I was emotionally exhausted, stressed constantly and trying to pour back into myself while still balancing school, leadership roles, responsibilities and everyday survival. As a full-time college student involved in leadership and campus organizations, my schedule already felt overwhelming before everything happened. But even after people knew I was struggling, the requests and expectations didn’t stop. I kept hearing things like, “I’m sorry you’re going through that, but can you still help with this?” or “I know things are hard right now, but we still need you.”
Eventually I started asking myself a difficult question: Do people care about me, or do they care about what I can provide for them? The tribe survival mentality: sacrifice for the tribe at all costs.
That realization hurt more than I expected. And I think a lot of Black women understand this feeling, even if we don’t always say it out loud. We are taught strength is our identity. We’re praised for surviving things that should have never happened to us in the first place. We become the dependable friend, reliable daughter, the student leader who always gets things done, the person everyone calls during a crisis. And after a while, people stop seeing us as human beings who need care too. They start seeing us as emotional infrastructure. Something permanent. Something built to carry weight.

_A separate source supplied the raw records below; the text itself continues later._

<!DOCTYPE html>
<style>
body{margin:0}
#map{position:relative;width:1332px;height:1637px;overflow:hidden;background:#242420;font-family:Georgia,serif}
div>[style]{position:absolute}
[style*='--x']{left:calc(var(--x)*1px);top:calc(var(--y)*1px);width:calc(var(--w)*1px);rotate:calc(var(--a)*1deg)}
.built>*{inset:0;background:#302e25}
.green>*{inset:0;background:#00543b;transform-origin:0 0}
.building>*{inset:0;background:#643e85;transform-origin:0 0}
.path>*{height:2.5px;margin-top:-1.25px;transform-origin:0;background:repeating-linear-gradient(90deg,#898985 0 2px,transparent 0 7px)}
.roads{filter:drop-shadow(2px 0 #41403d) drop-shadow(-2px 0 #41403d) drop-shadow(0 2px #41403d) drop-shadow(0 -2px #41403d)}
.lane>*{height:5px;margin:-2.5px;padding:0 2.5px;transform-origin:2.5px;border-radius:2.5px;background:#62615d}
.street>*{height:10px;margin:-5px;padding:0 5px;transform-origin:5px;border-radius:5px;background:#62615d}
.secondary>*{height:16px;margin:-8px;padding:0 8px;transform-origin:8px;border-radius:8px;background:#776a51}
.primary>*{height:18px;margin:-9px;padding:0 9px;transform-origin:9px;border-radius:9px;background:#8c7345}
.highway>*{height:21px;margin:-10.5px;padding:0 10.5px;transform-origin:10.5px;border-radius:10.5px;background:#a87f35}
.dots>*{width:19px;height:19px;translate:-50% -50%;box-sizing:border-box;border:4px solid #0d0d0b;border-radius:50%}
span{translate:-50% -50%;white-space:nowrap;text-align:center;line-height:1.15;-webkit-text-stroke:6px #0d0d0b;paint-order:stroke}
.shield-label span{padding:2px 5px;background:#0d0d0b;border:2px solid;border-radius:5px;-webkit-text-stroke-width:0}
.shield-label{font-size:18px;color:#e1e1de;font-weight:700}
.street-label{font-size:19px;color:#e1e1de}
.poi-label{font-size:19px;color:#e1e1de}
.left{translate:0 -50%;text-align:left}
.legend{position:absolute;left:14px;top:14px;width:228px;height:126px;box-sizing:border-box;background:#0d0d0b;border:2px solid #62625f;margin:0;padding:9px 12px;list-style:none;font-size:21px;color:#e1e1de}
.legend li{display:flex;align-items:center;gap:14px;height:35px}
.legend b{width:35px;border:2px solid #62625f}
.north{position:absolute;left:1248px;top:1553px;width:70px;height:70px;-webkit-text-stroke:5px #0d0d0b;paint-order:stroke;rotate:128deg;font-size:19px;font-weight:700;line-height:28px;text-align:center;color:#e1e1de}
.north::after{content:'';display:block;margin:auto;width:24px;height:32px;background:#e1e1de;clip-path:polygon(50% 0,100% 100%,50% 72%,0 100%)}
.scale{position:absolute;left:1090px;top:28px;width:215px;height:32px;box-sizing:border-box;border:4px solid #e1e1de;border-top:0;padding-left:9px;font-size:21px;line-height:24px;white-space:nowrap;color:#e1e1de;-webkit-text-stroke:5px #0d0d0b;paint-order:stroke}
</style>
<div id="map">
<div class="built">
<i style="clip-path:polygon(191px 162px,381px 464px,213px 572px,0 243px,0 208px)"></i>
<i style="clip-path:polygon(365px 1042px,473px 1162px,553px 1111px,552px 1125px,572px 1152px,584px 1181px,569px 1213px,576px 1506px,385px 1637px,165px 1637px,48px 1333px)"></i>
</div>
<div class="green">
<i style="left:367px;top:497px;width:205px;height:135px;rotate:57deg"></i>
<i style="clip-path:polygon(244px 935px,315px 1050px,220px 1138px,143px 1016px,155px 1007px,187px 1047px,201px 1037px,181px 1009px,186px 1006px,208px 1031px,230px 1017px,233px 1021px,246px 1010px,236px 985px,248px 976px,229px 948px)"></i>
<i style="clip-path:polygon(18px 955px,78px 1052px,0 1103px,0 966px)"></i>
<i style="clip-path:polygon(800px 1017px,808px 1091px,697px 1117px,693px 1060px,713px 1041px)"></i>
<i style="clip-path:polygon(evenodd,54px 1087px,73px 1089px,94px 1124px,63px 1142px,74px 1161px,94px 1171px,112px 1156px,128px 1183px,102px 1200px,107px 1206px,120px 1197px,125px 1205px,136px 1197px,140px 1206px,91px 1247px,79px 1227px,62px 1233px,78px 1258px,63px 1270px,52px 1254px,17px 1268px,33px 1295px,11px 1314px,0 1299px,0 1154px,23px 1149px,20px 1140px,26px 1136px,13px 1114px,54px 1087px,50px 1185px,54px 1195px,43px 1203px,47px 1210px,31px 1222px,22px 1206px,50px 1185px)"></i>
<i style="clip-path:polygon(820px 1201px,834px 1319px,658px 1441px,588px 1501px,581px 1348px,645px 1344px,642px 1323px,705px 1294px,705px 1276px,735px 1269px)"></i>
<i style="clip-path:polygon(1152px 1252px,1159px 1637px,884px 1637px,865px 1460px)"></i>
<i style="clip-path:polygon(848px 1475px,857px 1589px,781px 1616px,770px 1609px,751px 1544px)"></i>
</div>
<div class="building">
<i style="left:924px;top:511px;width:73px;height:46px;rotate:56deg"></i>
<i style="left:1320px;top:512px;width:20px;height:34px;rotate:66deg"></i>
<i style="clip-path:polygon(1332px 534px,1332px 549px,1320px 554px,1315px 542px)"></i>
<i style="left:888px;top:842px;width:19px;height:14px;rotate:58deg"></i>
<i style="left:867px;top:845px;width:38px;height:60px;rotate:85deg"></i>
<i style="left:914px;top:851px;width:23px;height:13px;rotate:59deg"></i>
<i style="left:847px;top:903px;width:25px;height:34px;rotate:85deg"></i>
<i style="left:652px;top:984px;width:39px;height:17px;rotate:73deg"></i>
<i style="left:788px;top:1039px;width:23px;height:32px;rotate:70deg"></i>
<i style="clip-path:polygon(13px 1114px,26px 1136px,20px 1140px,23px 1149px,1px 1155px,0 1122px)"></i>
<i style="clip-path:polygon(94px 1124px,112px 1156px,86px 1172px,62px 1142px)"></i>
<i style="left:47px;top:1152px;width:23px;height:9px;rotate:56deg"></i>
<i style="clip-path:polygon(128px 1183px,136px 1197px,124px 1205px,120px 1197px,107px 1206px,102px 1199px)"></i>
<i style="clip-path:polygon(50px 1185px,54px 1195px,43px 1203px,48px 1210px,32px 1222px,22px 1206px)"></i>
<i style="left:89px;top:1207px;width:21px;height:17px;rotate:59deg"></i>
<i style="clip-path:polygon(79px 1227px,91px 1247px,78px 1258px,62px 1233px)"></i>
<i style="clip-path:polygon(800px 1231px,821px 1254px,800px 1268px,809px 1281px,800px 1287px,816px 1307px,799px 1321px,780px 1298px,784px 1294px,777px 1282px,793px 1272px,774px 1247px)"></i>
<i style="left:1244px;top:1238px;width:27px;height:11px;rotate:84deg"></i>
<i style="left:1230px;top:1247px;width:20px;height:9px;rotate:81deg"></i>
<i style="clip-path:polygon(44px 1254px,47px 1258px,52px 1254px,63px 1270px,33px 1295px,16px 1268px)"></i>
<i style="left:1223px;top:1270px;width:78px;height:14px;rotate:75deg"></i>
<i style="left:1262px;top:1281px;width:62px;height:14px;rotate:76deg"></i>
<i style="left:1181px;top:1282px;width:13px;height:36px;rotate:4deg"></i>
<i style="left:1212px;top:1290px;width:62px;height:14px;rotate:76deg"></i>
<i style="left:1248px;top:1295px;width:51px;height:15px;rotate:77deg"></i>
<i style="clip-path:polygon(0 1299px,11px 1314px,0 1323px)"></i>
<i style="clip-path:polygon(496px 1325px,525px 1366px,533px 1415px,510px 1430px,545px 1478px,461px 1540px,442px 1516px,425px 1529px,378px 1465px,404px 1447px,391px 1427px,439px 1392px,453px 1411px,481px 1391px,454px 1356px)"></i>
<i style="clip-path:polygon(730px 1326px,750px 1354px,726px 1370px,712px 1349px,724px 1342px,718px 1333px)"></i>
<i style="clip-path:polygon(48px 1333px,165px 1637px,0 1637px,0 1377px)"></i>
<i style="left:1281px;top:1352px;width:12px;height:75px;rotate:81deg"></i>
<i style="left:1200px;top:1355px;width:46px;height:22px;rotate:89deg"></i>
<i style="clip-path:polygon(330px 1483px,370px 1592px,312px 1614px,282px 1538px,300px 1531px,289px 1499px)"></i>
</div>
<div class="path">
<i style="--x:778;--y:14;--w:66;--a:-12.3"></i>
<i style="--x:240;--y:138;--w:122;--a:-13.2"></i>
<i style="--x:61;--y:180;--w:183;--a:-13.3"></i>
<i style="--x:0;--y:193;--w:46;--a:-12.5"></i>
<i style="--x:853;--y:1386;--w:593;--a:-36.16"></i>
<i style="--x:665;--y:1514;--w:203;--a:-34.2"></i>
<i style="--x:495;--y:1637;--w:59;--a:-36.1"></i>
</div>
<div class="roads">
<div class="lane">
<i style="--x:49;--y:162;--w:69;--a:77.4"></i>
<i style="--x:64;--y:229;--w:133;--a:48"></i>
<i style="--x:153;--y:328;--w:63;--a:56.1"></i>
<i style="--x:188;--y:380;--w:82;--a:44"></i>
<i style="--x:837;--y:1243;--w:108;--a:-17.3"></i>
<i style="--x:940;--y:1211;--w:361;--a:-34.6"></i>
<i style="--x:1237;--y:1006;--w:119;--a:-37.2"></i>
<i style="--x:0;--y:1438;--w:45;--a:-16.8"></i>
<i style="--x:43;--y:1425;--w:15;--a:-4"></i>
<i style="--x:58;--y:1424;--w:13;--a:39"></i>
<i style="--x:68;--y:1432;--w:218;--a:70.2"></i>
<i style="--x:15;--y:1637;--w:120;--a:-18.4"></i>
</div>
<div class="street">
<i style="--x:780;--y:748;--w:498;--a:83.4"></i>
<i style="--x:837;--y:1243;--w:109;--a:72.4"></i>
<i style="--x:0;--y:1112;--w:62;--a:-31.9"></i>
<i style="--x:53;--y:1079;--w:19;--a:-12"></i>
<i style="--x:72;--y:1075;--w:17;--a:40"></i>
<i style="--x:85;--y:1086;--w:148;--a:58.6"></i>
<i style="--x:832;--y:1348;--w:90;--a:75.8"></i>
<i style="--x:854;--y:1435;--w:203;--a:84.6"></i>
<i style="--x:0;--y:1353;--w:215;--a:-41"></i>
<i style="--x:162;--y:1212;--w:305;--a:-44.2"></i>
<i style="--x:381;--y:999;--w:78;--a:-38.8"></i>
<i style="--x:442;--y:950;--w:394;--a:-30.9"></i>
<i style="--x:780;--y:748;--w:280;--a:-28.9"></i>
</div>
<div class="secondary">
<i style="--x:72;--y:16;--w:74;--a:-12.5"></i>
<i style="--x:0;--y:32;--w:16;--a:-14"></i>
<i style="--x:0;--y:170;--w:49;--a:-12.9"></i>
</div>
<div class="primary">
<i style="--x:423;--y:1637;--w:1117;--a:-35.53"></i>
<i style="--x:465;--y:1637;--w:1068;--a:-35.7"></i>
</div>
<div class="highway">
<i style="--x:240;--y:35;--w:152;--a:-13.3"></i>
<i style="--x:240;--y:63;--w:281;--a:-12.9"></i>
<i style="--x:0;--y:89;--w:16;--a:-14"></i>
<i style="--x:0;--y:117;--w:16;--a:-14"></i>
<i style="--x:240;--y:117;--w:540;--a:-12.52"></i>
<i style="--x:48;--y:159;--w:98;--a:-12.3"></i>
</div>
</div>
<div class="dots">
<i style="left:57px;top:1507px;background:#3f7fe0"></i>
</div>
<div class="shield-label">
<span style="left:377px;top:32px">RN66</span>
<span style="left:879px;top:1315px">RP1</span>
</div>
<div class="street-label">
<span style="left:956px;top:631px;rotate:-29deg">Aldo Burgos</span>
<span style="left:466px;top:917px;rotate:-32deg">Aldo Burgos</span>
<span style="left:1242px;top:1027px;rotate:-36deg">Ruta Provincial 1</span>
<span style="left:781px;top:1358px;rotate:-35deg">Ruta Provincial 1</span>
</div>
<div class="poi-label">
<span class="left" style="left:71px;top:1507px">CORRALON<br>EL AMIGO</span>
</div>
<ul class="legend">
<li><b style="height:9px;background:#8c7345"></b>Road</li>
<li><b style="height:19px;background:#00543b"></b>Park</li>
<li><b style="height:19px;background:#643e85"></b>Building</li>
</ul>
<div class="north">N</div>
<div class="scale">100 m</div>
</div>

Historically, Black women have been trapped inside this expectation for generations. From the “mammy” stereotype that formed post-slavery to the modern image of the endlessly resilient Black woman, society has celebrated Black women for how much pain we can endure rather than questioning why we’re expected to endure so much pain to begin with. Even now, Black women are often expected to show up for everybody else while suppressing our own exhaustion, grief and emotional needs.
I’m still learning what boundaries look like and that needing help does not make me weak. I am still learning I don’t have to earn rest by suffering first. And more Black women deserve permission to unlearn the idea we have to carry the world alone because we always have.
Maybe the strongest thing we can do is finally admit we’re tired.